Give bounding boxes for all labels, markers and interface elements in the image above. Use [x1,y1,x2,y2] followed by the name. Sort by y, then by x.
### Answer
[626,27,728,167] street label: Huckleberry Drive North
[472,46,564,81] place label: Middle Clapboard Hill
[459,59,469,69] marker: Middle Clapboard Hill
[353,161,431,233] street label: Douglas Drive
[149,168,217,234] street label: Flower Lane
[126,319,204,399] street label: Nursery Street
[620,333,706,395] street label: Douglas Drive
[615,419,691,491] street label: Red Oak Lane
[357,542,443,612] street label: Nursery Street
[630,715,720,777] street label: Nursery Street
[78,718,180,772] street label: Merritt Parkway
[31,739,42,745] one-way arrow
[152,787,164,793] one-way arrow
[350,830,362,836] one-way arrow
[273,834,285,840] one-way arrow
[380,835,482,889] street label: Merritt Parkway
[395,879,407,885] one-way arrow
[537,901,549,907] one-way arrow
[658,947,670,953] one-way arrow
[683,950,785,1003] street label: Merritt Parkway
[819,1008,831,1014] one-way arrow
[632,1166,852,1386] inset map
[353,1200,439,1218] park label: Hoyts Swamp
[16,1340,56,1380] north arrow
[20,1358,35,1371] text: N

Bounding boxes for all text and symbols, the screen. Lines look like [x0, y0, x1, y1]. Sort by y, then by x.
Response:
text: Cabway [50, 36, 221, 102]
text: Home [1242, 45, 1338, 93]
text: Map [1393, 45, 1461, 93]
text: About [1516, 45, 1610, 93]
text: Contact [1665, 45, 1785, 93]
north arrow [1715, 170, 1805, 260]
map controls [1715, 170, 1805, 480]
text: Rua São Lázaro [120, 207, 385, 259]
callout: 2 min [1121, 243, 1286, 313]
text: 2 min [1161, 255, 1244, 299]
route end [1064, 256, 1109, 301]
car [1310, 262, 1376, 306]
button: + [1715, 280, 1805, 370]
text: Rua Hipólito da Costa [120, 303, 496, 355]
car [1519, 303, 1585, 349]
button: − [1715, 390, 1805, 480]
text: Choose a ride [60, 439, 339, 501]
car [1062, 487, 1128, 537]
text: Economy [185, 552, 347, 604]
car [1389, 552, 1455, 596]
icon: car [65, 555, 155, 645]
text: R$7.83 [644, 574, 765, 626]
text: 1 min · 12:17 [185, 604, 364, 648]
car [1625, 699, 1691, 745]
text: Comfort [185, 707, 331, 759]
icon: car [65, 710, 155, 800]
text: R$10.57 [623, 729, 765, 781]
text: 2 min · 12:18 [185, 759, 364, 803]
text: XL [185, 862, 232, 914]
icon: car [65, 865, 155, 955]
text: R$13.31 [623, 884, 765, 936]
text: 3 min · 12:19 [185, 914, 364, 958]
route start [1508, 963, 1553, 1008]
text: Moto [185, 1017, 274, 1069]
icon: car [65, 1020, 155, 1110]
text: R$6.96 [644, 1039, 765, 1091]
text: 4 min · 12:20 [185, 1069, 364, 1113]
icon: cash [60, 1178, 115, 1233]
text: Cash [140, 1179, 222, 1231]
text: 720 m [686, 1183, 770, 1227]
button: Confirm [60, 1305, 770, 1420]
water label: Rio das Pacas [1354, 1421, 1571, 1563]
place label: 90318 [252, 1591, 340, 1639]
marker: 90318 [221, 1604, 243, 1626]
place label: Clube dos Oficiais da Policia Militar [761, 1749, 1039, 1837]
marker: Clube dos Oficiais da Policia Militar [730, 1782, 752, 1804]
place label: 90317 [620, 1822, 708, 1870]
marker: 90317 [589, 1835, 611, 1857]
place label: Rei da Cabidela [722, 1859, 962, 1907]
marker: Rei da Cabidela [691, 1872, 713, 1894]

WHAT TO WORK ON » Every record above should be copied exactly.

ANSWER TO THE PROBLEM »
Give bounding boxes for all labels, markers and interface elements in the image above. Use [x1,y1,x2,y2] followed by the name. Sort by y, then by x.
### Answer
[626,27,728,167] street label: Huckleberry Drive North
[472,46,564,81] place label: Middle Clapboard Hill
[459,59,469,69] marker: Middle Clapboard Hill
[353,161,431,233] street label: Douglas Drive
[149,168,217,234] street label: Flower Lane
[126,319,204,399] street label: Nursery Street
[620,333,706,395] street label: Douglas Drive
[615,419,691,491] street label: Red Oak Lane
[357,542,443,612] street label: Nursery Street
[630,715,720,777] street label: Nursery Street
[78,718,180,772] street label: Merritt Parkway
[31,739,42,745] one-way arrow
[152,787,164,793] one-way arrow
[350,830,362,836] one-way arrow
[273,834,285,840] one-way arrow
[380,835,482,889] street label: Merritt Parkway
[395,879,407,885] one-way arrow
[537,901,549,907] one-way arrow
[658,947,670,953] one-way arrow
[683,950,785,1003] street label: Merritt Parkway
[819,1008,831,1014] one-way arrow
[632,1166,852,1386] inset map
[353,1200,439,1218] park label: Hoyts Swamp
[16,1340,56,1380] north arrow
[20,1358,35,1371] text: N

Bounding boxes for all text and symbols, the screen. Lines look like [x0, y0, x1, y1]. Sort by y, then by x.
Response:
text: Cabway [50, 36, 221, 102]
text: Home [1242, 45, 1338, 93]
text: Map [1393, 45, 1461, 93]
text: About [1516, 45, 1610, 93]
text: Contact [1665, 45, 1785, 93]
north arrow [1715, 170, 1805, 260]
map controls [1715, 170, 1805, 480]
text: Rua São Lázaro [120, 207, 385, 259]
callout: 2 min [1121, 243, 1286, 313]
text: 2 min [1161, 255, 1244, 299]
route end [1064, 256, 1109, 301]
car [1310, 262, 1376, 306]
button: + [1715, 280, 1805, 370]
text: Rua Hipólito da Costa [120, 303, 496, 355]
car [1519, 303, 1585, 349]
button: − [1715, 390, 1805, 480]
text: Choose a ride [60, 439, 339, 501]
car [1062, 487, 1128, 537]
text: Economy [185, 552, 347, 604]
car [1389, 552, 1455, 596]
icon: car [65, 555, 155, 645]
text: R$7.83 [644, 574, 765, 626]
text: 1 min · 12:17 [185, 604, 364, 648]
car [1625, 699, 1691, 745]
text: Comfort [185, 707, 331, 759]
icon: car [65, 710, 155, 800]
text: R$10.57 [623, 729, 765, 781]
text: 2 min · 12:18 [185, 759, 364, 803]
text: XL [185, 862, 232, 914]
icon: car [65, 865, 155, 955]
text: R$13.31 [623, 884, 765, 936]
text: 3 min · 12:19 [185, 914, 364, 958]
route start [1508, 963, 1553, 1008]
text: Moto [185, 1017, 274, 1069]
icon: car [65, 1020, 155, 1110]
text: R$6.96 [644, 1039, 765, 1091]
text: 4 min · 12:20 [185, 1069, 364, 1113]
icon: cash [60, 1178, 115, 1233]
text: Cash [140, 1179, 222, 1231]
text: 720 m [686, 1183, 770, 1227]
button: Confirm [60, 1305, 770, 1420]
water label: Rio das Pacas [1354, 1421, 1571, 1563]
place label: 90318 [252, 1591, 340, 1639]
marker: 90318 [221, 1604, 243, 1626]
place label: Clube dos Oficiais da Policia Militar [761, 1749, 1039, 1837]
marker: Clube dos Oficiais da Policia Militar [730, 1782, 752, 1804]
place label: 90317 [620, 1822, 708, 1870]
marker: 90317 [589, 1835, 611, 1857]
place label: Rei da Cabidela [722, 1859, 962, 1907]
marker: Rei da Cabidela [691, 1872, 713, 1894]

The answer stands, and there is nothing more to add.